*WHAT YOU ARE ASKED TO DO*.
Each line of the data below that holds the word "direction" is to be reported in full.

*GIVEN DATA*.
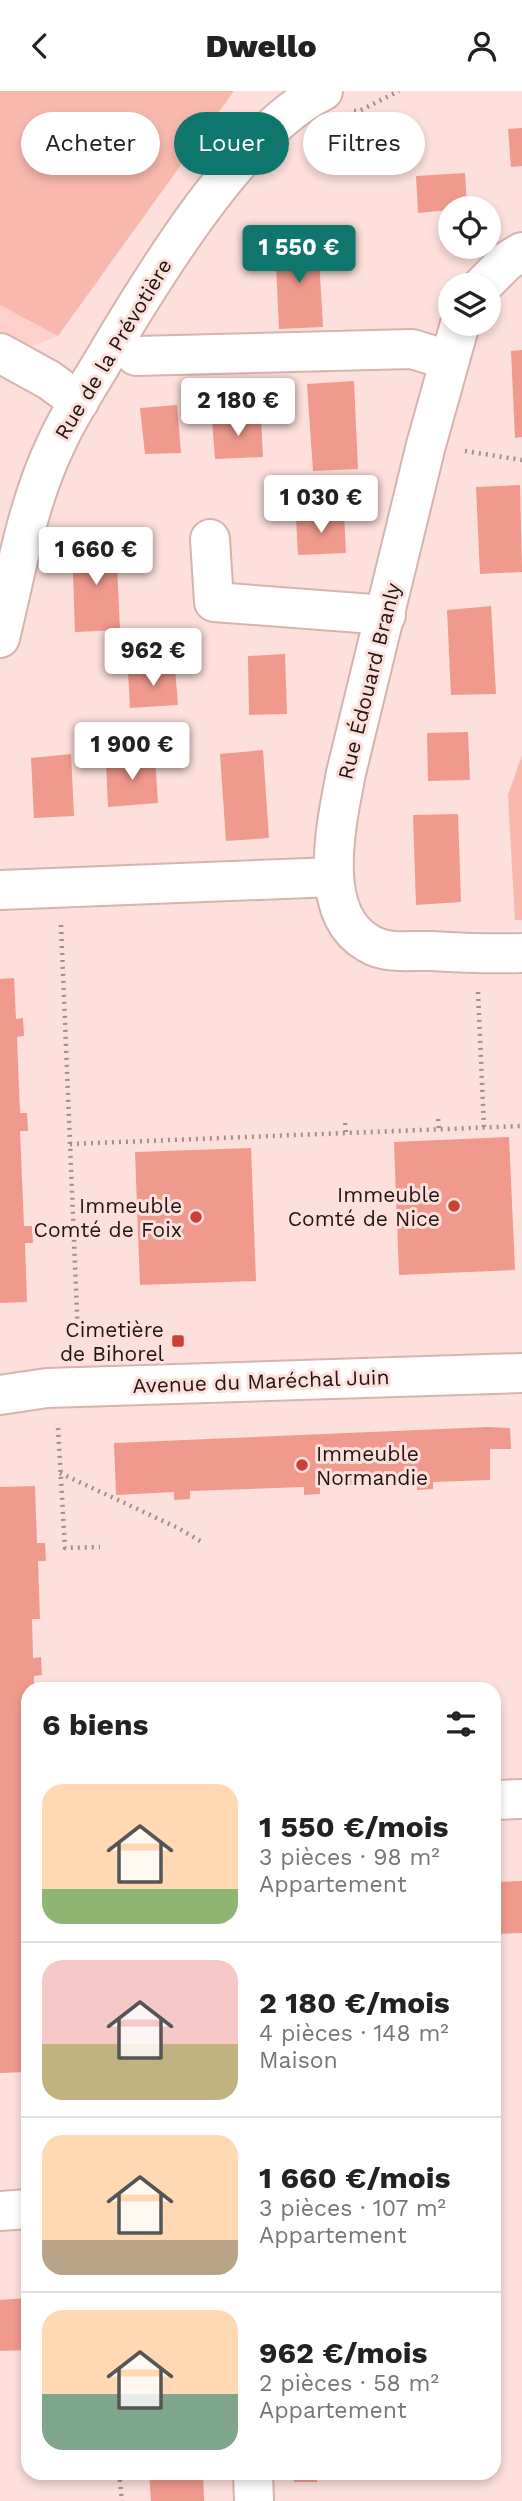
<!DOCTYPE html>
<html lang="fr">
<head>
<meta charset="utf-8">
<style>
	:root { --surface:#fff; --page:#f6f6f6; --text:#222; --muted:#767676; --line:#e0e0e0; --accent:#0f766e }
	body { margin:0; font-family:"Work Sans",sans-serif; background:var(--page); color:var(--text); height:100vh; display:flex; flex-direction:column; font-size:26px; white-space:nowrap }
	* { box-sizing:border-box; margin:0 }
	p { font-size:23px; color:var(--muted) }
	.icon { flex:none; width:38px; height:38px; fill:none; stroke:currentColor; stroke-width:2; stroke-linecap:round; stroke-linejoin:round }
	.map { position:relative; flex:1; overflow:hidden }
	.details { position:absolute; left:21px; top:1591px; width:480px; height:798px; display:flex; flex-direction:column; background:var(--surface); border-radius:21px; box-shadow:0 4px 10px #0003 }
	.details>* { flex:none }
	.hud { position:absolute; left:21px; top:21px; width:481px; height:63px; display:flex; gap:14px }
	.controls { position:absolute; left:438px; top:105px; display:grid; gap:14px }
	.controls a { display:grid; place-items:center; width:63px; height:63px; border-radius:50%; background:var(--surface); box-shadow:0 4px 10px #0003; font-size:35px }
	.price { position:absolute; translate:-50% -60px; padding:0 16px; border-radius:7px; background:#fff; color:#222; font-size:23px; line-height:46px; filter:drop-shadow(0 2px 4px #0008) }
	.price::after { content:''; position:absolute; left:50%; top:42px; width:21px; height:16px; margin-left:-10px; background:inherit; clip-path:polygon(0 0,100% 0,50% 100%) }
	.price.on { background:var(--accent); color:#fff }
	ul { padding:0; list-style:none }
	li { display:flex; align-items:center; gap:21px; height:175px; padding:0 21px }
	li+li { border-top:2px solid var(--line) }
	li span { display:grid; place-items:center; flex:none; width:196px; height:140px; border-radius:21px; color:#555 }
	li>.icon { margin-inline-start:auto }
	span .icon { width:84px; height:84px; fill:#fffc; stroke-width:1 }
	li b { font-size:30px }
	h2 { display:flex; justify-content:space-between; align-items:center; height:84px; padding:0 21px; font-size:30px }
	.chip { padding:0 24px; border-radius:32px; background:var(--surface); box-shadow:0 4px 10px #0003; font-size:24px; line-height:63px }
	.chip.on { background:var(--accent); color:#fff }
	header { display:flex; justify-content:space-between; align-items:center; height:91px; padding:0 21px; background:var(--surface); font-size:32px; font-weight:800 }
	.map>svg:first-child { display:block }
	.built { fill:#fdd0c9 }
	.green { fill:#f8b8ae }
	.building { fill:#f09a8d }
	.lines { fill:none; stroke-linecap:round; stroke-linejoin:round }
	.street-casing { stroke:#d7b3ae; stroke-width:42 }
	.secondary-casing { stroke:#d7b3ae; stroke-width:42 }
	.path { stroke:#a58e8b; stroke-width:4.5; stroke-dasharray:2 5; stroke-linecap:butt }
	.street { stroke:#fff; stroke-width:38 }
	.secondary { stroke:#fff; stroke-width:38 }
	.poi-dot { fill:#cc3f33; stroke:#fddfdb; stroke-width:2.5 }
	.labels { text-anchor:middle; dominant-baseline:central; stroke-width:6; stroke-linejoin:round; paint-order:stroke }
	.street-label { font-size:21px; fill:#221614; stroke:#fddfdb }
	.poi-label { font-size:21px; fill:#221614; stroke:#fddfdb; text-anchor:end }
</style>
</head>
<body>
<header><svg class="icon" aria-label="back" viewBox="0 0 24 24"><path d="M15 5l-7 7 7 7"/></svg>Dwello<svg class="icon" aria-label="person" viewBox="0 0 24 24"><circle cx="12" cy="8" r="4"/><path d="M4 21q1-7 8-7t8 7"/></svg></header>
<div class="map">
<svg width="522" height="2410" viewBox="0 0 522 2410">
	<rect width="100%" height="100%" fill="#fddfdb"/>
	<polygon class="built" points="0,214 58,245 0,267"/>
	<g class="green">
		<polygon points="0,0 234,0 58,245 0,214"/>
		<polygon points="522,664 522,829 515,829 508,704"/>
	</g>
	<g class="building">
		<polygon points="522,37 522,75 511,76 508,38"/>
		<polygon points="465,82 467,117 418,122 416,85"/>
		<polygon points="318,148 323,236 279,238 275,152"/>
		<polygon points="522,259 522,346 515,347 511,260"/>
		<polygon points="354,290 358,378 313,380 307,293"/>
		<polygon points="177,314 181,362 145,363 140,317"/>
		<polygon points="261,327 263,366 215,368 212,329"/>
		<polygon points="520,394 522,481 480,483 476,396"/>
		<polygon points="344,424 346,462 298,464 296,427"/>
		<polygon points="116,451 120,539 75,541 72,453"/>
		<polygon points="491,515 496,603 451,604 447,519"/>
		<polygon points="285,563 287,623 249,624 248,565"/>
		<polygon points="175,577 178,614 130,617 128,581"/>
		<polygon points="468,641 470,689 428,690 427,642"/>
		<polygon points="263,659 269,747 226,750 220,663"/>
		<polygon points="71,663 74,725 34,727 31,667"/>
		<polygon points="155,667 158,712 108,716 106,670"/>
		<polygon points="458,723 461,811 416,814 413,724"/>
		<polygon points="14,887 16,928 23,927 24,945 17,946 20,1022 27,1022 28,1040 20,1040 24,1135 32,1135 33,1152 25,1152 27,1211 0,1212 0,888"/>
		<polygon points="509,1046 515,1179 399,1184 394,1051"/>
		<polygon points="251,1057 256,1190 140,1194 135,1061"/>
		<polygon points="488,1336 510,1337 511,1358 490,1358 490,1389 433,1391 433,1398 417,1399 417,1391 320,1395 320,1403 304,1404 304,1396 190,1400 190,1408 174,1409 174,1401 116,1404 114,1352"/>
		<polygon points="35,1395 37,1452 45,1452 46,1470 38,1470 40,1528 32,1528 33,1567 41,1566 42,1584 34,1585 34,1598 28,1598 28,1981 0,1982 0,1396"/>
		<polygon points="522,1790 522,1842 494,1843 494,1791"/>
		<polygon points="28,2207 28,2259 0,2260 0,2209"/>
		<polygon points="149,2382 203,2382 204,2410 151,2410"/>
		<polygon points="293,2382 317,2382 317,2391 294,2391"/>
	</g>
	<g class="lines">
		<g class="street-casing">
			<g id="street">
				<polyline points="483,194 507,170 522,161"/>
				<path d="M460,233l-34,121 -80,328c-9,48 -31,140 22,170 19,12 42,7 63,8 31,2 59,3 91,2"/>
				<polyline points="0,262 49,289 79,311"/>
				<polyline points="136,265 412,258 448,269"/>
				<polyline points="210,448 214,511 386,524"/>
				<polyline points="0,799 334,786"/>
				<polyline points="494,1709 522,1708"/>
				<polyline points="0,2120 28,2118"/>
				<polyline points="253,2382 254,2410"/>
			</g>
		</g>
		<g class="secondary-casing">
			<g id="secondary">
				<path d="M0,547c16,-65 27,-134 56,-194 14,-31 33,-59 50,-88 47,-79 135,-225 217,-265"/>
				<polyline points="0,1304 47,1297 522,1282"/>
			</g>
		</g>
		<g class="path">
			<polyline points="354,20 359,20 399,0"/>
			<polyline points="465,360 522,369"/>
			<polyline points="61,834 78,1246"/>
			<polyline points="478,901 484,1037"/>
			<polyline points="438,1028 439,1038"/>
			<polyline points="345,1032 346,1042"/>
			<polyline points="70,1053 522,1035"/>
			<polyline points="58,1337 65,1457 100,1456"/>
			<polyline points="60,1382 178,1437 202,1451"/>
			<polyline points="119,2382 122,2410"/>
		</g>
		<use href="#street" class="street"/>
		<use href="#secondary" class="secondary"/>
	</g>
	<g class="poi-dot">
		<circle cx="454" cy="1115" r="7"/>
		<circle cx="196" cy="1126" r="7"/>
		<rect x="171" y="1243" width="14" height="14" rx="3.5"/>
		<circle cx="302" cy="1374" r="7"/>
	</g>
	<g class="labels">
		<g class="street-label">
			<text transform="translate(113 258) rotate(-59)">Rue de la Prévotière</text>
			<text transform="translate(369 590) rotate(-76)">Rue Édouard Branly</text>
			<text transform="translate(261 1290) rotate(-2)">Avenue du Maréchal Juin</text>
		</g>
		<g class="poi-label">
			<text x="440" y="1103">Immeuble<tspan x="440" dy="24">Comté de Nice</tspan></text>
			<text x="182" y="1114">Immeuble<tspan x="182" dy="24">Comté de Foix</tspan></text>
			<text x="164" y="1238">Cimetière<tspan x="164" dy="24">de Bihorel</tspan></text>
			<text x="316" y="1362" text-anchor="start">Immeuble<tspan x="316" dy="24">Normandie</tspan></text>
		</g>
	</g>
</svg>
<div class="controls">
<a><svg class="icon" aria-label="locate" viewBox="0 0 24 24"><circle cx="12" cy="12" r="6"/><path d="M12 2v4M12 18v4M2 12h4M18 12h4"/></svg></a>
<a><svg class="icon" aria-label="layers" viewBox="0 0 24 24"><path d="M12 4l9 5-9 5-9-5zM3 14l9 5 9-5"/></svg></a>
</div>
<b class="price on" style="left:299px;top:194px">1 550 €</b>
<b class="price" style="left:238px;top:347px">2 180 €</b>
<b class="price" style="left:321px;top:444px">1 030 €</b>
<b class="price" style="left:96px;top:496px">1 660 €</b>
<b class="price" style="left:153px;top:597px">962 €</b>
<b class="price" style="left:132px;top:691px">1 900 €</b>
<div class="hud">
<a class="chip">Acheter</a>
<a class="chip on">Louer</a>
<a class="chip">Filtres</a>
</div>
<section class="details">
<h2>6 biens<svg class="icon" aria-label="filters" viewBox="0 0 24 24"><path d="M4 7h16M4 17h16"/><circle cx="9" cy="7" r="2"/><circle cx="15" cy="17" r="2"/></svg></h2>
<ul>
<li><span style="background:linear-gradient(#ffd9b3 75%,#8fb573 0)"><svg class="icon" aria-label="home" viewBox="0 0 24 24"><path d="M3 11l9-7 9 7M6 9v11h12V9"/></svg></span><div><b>1 550 €/mois</b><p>3 pièces · 98 m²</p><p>Appartement</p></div></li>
<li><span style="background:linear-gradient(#f6c9c9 60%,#c2b280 0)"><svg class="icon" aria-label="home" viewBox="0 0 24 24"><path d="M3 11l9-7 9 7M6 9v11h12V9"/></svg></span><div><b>2 180 €/mois</b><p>4 pièces · 148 m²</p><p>Maison</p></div></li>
<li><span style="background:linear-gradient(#ffd9b3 75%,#b9a48a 0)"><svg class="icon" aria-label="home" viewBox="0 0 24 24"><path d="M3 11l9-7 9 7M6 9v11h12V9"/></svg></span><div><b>1 660 €/mois</b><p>3 pièces · 107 m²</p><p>Appartement</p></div></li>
<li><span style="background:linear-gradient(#ffd9b3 60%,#7fa58c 0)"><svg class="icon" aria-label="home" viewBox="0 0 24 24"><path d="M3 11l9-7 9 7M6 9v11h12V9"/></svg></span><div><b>962 €/mois</b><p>2 pièces · 58 m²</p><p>Appartement</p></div></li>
</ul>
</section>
</div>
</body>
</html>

*TASK OUTPUT*.
	body { margin:0; font-family:"Work Sans",sans-serif; background:var(--page); color:var(--text); height:100vh; display:flex; flex-direction:column; font-size:26px; white-space:nowrap }
	.details { position:absolute; left:21px; top:1591px; width:480px; height:798px; display:flex; flex-direction:column; background:var(--surface); border-radius:21px; box-shadow:0 4px 10px #0003 }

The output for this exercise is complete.